Ghulam Haider Sheikh
In 1931, due to the severe financial crisis in global banking, the world economic system was shaken, the American strategy was behind this financial banking crisis. Large-scale lending to European allies led to the rise of the US dollar in the market, earlier in the early 20th century Britain’s currency, the pound sterling, was considered the most important international currency, the second and third most important. The German “Mark” and the French “Franc” were considered the most important currencies in the world, during which the United States made rapid economic development.
At the end of World War II, the superpower Great Britain was in debt to the United States, and the United States was waiting for that time to press Britain to repay the debt, but the war had bankrupted Great Britain. And he spent all the loan money on the Allies, the Allies were unable to repay the loan in view of their poor economic situation, there was no possibility of repayment of the loans given by the international banks, the debt pressure. As the distance between the debtor countries widened, the producing countries devalued their local currencies, increasing their bad debts and reinforcing the trend of declining imports, which brought economic chaos to a dangerous level in 1944. 730 delegations from 44 allied countries gathered at Bretton Woods in the US state of New Hampshire to decide global economic and financial issues.

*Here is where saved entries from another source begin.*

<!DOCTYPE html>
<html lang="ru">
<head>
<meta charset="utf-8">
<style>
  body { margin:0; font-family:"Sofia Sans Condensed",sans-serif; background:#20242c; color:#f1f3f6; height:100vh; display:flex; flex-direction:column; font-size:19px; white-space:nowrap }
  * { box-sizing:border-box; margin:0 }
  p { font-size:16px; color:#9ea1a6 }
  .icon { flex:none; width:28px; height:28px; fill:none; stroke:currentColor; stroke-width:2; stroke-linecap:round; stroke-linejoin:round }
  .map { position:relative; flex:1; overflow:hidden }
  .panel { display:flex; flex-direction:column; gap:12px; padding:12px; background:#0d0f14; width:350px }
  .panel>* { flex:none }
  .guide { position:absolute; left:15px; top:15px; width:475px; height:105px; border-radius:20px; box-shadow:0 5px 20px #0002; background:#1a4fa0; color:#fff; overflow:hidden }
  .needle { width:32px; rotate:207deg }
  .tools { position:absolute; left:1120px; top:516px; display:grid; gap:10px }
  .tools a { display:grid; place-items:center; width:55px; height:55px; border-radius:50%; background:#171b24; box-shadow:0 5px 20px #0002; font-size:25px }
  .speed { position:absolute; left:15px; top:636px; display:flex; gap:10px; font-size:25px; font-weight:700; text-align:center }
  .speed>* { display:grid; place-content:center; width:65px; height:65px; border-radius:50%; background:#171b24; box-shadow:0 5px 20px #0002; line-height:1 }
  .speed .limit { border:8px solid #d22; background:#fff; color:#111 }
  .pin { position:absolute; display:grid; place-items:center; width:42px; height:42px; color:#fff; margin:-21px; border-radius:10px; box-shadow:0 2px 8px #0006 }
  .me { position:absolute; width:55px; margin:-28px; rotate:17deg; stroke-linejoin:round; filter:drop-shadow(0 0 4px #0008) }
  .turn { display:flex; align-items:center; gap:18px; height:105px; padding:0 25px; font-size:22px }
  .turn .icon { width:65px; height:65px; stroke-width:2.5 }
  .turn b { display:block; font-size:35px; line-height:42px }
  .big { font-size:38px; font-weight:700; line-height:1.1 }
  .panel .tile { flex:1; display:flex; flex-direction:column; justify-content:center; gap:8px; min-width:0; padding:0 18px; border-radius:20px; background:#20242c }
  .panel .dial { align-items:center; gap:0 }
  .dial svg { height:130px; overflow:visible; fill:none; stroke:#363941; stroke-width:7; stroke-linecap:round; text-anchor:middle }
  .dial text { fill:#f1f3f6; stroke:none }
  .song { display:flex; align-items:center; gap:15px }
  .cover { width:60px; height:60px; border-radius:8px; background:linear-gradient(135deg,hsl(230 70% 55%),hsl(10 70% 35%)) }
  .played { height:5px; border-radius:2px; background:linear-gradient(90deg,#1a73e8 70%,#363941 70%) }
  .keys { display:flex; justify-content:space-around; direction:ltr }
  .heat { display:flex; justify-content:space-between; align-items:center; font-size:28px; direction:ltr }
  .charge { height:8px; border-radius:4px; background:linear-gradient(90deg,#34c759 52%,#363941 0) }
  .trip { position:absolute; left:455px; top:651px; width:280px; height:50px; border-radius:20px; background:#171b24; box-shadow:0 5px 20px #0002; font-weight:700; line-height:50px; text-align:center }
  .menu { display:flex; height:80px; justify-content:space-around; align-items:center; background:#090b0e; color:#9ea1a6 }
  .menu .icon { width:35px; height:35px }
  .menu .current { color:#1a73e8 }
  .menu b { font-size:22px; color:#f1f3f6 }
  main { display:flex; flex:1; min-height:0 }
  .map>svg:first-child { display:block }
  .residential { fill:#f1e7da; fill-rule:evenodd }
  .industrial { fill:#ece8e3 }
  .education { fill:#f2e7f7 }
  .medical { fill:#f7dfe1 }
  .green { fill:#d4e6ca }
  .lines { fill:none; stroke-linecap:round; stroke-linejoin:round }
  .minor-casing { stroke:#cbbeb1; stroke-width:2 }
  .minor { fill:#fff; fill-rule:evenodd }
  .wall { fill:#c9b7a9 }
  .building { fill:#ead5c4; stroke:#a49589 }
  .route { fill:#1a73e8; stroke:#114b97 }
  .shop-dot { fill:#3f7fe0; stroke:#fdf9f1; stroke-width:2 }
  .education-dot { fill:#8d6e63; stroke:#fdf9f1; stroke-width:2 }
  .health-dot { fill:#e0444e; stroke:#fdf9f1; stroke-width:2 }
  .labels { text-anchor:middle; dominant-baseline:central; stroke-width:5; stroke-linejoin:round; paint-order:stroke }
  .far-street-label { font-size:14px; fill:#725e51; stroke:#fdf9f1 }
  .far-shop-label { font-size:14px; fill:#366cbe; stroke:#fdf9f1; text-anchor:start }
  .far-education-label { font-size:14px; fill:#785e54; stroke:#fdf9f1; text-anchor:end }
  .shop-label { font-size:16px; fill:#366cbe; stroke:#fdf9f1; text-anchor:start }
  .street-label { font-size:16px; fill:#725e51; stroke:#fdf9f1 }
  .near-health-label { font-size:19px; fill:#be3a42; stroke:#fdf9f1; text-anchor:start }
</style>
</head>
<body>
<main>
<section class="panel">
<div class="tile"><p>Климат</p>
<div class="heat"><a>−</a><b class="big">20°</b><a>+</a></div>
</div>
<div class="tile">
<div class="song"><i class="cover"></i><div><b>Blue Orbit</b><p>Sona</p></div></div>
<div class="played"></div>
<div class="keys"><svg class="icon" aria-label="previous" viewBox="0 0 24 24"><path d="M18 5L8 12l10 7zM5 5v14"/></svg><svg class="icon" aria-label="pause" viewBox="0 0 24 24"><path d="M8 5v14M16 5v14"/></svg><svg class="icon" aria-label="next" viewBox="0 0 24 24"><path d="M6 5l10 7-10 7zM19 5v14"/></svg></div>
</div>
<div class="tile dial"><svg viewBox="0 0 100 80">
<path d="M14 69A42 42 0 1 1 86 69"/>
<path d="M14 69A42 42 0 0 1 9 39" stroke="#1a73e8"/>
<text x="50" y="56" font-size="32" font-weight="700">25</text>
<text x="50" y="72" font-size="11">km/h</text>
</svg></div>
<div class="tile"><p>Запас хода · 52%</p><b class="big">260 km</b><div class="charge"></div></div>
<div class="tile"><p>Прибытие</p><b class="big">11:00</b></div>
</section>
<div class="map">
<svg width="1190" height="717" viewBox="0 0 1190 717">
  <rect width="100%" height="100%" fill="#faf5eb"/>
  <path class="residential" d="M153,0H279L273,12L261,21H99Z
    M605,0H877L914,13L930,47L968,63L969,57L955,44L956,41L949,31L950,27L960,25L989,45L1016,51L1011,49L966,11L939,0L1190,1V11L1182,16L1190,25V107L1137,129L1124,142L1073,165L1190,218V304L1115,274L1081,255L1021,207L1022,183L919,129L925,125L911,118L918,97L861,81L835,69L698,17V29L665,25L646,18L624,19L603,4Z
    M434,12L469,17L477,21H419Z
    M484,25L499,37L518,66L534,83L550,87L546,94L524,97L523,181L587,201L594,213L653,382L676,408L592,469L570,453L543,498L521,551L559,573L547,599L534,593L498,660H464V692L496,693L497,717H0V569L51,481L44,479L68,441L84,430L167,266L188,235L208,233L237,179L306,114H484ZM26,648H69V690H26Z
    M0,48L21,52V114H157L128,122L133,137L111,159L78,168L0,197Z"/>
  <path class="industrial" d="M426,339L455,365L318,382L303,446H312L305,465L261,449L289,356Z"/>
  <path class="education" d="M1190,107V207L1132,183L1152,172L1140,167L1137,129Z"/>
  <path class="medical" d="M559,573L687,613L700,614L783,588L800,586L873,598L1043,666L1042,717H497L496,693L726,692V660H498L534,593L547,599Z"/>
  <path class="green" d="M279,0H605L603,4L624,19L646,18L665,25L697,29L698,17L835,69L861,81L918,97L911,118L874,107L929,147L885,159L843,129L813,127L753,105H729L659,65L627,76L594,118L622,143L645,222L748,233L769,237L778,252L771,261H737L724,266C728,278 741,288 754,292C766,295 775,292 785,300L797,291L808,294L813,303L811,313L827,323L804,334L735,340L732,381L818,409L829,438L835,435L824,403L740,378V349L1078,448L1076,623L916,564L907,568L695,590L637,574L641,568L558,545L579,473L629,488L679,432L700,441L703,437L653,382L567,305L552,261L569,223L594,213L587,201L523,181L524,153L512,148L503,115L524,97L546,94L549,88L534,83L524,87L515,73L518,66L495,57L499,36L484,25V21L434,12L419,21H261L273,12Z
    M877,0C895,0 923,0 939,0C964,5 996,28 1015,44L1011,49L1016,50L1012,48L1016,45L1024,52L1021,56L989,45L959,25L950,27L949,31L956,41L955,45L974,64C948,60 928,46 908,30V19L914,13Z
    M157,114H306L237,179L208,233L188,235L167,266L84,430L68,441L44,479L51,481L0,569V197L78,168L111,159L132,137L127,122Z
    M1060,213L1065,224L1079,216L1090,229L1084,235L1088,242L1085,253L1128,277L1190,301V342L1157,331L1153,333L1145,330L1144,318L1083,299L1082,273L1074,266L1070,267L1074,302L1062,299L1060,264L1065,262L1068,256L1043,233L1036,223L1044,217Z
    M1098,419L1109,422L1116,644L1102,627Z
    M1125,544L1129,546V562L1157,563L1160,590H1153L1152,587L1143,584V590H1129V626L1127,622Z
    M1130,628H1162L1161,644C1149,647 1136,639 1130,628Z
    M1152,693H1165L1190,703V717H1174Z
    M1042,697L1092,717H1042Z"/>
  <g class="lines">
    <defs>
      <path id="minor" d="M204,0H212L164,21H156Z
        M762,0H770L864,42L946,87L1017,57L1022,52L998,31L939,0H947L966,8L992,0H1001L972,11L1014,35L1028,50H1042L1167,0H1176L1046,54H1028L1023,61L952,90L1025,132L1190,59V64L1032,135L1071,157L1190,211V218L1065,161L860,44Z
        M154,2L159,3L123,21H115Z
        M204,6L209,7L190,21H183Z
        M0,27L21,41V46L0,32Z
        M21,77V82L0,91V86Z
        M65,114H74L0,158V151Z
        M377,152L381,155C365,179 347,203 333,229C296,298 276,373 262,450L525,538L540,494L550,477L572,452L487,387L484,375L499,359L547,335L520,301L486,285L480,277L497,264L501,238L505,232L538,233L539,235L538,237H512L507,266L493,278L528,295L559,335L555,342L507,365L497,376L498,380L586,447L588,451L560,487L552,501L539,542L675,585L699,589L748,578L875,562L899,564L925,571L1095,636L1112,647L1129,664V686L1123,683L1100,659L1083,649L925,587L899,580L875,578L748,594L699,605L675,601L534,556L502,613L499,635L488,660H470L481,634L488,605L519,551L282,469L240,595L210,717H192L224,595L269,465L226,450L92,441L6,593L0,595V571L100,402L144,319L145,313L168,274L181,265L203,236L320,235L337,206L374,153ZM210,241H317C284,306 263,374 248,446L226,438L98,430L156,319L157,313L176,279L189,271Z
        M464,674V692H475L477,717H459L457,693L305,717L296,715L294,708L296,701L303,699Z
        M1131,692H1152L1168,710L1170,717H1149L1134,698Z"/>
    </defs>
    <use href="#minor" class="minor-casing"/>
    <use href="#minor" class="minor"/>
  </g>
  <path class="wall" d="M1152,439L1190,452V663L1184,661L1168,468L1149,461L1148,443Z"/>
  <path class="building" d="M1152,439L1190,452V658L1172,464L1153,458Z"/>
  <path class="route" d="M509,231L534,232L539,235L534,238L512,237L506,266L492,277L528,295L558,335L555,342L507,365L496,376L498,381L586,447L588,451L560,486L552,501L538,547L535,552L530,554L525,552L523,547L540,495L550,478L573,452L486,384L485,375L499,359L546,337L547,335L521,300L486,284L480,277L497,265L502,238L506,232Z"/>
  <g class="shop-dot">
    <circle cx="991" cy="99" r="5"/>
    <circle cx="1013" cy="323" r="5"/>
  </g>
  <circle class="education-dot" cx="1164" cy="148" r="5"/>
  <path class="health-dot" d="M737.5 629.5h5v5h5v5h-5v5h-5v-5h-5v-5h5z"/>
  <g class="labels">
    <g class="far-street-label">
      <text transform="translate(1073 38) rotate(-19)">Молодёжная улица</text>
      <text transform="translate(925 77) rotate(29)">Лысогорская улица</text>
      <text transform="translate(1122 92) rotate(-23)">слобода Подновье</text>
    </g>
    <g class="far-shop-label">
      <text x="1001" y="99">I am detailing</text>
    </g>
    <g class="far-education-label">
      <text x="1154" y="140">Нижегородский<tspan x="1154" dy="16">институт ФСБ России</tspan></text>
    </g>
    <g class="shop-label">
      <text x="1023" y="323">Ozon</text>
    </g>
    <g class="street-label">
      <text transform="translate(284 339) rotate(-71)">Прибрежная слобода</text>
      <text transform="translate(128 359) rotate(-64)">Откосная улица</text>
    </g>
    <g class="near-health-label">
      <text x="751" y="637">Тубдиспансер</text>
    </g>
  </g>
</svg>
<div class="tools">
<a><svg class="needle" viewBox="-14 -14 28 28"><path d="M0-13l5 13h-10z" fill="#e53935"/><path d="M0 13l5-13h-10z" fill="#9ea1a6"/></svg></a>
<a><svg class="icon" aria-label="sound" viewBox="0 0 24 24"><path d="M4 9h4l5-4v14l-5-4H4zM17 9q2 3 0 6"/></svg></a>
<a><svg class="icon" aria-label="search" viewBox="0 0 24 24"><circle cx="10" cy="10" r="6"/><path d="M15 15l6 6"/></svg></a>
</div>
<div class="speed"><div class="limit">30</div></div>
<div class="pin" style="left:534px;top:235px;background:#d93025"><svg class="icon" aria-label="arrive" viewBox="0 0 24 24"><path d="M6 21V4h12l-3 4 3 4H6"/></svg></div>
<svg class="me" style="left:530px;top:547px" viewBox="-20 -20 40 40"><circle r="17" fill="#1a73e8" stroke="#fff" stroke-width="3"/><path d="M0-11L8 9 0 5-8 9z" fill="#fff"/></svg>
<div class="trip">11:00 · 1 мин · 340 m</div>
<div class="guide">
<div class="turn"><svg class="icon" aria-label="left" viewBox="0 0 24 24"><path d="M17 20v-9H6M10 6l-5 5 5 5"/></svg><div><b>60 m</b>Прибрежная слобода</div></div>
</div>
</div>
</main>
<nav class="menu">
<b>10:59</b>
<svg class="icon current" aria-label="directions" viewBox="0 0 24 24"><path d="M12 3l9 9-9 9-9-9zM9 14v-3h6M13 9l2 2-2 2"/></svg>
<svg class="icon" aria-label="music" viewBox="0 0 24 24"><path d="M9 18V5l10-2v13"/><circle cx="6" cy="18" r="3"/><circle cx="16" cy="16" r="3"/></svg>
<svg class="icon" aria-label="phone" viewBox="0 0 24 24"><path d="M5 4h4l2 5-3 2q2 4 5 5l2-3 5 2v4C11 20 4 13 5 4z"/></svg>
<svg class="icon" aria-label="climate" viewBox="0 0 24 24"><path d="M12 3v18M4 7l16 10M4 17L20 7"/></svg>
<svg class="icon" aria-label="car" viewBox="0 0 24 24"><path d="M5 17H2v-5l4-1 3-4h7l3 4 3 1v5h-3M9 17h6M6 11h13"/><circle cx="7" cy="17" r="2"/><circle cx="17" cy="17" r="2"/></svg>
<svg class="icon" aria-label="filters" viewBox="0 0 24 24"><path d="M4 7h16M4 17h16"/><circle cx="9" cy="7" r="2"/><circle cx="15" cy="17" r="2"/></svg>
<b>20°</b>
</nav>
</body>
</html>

The delegations of all countries unanimously agreed to a formal system of fixed exchange rates for currencies that were systematically recognized by the U.S. dollar as equal to a certain amount of gold, after which the dollar became a strong currency. But it emerged and became widely used in international trade and formally monopolized the global economy.

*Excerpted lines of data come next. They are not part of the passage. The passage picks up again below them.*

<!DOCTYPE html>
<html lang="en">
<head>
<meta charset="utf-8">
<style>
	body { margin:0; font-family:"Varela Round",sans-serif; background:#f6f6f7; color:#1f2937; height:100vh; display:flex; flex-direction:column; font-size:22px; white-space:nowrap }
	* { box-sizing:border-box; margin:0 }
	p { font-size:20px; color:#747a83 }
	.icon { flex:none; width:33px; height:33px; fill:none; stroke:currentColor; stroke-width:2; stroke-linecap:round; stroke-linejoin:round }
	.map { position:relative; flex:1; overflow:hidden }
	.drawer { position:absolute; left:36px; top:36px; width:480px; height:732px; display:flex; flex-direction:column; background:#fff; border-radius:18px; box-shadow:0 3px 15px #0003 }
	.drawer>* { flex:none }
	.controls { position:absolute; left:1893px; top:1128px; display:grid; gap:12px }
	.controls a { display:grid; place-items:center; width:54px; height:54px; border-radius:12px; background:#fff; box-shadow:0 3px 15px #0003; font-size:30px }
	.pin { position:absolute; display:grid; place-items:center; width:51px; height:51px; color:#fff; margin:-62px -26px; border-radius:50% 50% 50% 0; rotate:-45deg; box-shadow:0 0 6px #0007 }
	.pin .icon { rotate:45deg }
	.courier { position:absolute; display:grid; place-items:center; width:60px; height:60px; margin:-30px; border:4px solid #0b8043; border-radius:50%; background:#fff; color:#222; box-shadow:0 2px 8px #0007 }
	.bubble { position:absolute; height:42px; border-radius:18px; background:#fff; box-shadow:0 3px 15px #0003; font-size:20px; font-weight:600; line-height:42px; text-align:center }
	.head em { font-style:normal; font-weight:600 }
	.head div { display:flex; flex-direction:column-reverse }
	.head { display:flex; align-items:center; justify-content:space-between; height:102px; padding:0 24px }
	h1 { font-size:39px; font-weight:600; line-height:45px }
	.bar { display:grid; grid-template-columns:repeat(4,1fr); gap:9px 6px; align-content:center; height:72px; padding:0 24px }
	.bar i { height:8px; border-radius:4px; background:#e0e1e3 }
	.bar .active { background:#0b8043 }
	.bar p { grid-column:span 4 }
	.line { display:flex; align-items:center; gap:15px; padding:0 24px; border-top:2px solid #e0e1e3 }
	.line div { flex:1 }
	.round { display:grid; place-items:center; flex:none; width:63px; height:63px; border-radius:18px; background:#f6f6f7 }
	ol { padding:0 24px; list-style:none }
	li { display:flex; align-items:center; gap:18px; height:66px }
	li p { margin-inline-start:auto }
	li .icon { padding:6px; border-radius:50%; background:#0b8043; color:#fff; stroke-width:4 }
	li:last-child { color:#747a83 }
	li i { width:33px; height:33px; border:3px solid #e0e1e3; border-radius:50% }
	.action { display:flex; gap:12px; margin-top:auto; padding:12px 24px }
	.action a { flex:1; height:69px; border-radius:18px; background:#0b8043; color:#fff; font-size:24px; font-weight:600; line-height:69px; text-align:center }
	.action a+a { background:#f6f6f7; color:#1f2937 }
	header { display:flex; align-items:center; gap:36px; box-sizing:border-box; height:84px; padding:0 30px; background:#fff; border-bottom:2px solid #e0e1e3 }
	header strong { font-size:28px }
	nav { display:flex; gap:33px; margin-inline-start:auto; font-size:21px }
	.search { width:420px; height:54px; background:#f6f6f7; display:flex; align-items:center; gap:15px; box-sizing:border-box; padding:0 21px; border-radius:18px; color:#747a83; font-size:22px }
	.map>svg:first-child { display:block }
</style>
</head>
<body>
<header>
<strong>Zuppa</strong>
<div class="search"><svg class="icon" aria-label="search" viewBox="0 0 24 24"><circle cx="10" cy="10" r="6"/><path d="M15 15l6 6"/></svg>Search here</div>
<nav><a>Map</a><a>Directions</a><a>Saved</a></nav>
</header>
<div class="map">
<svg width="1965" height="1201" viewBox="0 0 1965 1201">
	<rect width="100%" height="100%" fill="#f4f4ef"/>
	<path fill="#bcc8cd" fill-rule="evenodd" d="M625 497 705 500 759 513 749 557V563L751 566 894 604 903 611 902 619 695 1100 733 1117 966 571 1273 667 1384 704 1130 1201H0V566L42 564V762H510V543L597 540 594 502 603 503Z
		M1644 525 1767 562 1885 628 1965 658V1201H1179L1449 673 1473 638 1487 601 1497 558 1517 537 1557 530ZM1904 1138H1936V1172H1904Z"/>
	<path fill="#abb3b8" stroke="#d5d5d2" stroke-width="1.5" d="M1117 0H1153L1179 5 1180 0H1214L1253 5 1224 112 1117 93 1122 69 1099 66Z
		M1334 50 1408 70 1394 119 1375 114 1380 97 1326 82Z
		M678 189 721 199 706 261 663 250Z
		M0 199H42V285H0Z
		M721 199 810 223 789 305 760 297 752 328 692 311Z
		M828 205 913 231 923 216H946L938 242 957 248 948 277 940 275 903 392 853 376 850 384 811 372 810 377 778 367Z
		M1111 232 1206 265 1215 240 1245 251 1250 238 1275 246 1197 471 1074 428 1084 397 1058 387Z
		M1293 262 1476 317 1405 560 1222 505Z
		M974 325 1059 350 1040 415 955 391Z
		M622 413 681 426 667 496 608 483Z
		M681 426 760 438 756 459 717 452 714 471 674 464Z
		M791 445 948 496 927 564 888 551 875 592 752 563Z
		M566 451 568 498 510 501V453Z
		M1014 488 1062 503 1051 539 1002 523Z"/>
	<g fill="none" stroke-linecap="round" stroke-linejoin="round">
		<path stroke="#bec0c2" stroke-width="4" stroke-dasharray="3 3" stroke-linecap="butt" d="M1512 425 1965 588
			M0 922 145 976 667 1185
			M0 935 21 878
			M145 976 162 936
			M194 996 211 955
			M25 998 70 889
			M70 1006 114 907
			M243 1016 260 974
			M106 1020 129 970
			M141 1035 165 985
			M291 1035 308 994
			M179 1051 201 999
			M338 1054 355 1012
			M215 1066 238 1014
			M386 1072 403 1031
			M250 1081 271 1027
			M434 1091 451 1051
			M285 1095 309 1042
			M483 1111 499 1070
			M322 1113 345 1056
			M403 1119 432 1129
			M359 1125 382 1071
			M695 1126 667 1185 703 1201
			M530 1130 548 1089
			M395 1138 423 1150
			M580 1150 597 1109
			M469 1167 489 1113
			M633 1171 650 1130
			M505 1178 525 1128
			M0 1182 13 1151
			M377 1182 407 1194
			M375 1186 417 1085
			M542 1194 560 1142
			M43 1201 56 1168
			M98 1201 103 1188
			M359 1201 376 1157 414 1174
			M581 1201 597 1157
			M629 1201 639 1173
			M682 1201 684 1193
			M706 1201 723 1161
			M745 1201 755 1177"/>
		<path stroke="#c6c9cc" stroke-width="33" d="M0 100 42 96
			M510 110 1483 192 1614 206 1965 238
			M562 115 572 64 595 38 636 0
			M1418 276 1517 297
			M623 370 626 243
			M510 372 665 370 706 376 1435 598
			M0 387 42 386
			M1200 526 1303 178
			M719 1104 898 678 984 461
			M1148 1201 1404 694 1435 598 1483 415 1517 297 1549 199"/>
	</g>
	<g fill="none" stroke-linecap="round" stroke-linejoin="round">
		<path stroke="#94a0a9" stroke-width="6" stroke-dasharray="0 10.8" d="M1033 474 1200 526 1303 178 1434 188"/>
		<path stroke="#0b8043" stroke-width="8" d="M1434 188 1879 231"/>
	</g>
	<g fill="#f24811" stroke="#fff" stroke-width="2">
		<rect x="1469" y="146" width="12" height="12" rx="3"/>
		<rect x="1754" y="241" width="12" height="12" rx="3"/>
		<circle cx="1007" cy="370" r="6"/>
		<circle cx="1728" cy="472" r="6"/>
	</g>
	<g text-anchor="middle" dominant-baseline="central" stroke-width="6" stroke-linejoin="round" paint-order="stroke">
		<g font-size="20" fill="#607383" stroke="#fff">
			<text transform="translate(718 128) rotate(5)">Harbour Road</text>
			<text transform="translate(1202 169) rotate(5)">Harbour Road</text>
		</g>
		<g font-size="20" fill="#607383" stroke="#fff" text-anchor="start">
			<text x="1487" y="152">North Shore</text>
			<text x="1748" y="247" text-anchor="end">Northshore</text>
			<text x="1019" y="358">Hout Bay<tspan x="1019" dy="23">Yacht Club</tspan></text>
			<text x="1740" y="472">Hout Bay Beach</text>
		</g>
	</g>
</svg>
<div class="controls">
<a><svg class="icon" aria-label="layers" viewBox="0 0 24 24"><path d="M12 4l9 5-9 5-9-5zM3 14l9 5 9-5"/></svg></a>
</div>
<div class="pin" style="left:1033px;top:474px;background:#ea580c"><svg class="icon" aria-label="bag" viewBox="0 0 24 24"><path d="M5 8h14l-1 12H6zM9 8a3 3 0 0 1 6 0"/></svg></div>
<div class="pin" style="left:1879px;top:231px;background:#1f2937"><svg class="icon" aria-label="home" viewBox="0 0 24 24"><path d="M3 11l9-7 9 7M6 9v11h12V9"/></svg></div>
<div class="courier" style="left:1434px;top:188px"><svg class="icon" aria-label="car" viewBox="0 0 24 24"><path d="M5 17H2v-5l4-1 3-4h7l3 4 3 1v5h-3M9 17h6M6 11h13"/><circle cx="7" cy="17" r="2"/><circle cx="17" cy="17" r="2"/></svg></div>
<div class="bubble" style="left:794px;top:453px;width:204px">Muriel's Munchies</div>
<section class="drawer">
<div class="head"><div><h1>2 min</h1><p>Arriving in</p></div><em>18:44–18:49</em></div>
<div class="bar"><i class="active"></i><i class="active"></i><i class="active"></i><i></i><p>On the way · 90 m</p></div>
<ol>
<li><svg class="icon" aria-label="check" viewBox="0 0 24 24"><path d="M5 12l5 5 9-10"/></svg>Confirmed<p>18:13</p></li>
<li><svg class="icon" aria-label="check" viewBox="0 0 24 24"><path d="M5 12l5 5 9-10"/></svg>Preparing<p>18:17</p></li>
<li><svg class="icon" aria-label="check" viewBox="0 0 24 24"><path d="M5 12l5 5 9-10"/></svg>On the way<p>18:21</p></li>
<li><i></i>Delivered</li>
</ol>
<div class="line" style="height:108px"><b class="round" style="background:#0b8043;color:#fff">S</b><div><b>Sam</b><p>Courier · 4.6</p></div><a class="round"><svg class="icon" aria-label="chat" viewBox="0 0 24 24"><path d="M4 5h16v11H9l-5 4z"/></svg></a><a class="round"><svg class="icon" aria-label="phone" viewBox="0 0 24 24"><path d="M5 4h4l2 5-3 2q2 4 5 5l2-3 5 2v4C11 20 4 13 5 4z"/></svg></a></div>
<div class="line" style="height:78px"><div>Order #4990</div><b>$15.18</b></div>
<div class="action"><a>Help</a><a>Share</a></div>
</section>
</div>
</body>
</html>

After the United States established the monopoly of the dollar, it used the dollar as a weapon for its own interests by imposing economic sanctions on rivals and rival countries. For the past few years, European and Asian countries have replaced the US dollar with their local currencies for bilateral trade. These countries aim to strengthen bilateral relations by ending dependence on the dollar. In the “multipolar world”, US allies Brazil and Japan have recently increased their bilateral currency trade. Has joined the trend, so the end of the monopoly of the dollar and the domination of the US financial system by trading in the local currency of the countries is not far off.
According to experts, in the future, at least in the international trade between Asia, Africa and South America, the rule of the dollar seems to be ending. As a result, the rate of inflation exceeded 100%, while in 1989 Argentina’s conditions were very bad, with a 3079% annual increase in the prices of daily commodities, while in 1990, the poverty level was recorded after a 2314% increase. In the same year, inflation in Argentina became uncontrollable like in Pakistan.
This month, ASEAN member states established a currency system for local trade transactions that would promote trade in local currencies instead of dollars, not new and not the first time such a move has taken place. Different countries have agreed to use the local currency instead of the dollar bilaterally and multilaterally. Earlier, several regional and non-regional countries including Saudi Arabia, Iran, Brazil, Pakistan, Russia and China have agreed bilaterally or multilaterally. Multilaterally agreed to trade imports and exports in local currency instead of dollar, the move of these countries to trade in local currency against dollar has led to appreciation of local currency.
India has started buying Russian oil in UAE dirhams instead of dollars. According to the Malaysian Prime Minister, his country cannot rely on dollars for investment, so Malaysia has opened a rupee account in the Indian Union Bank to trade in rupees without dollars. Preferred, China’s currency is the most widely used international currency and has overtaken the dollar in terms of trade for the first time in history, with China trading at 48.4% in March compared to the US dollar at 46.7%. In terms of payments, local currency trading is challenging the dominance of the US dollar.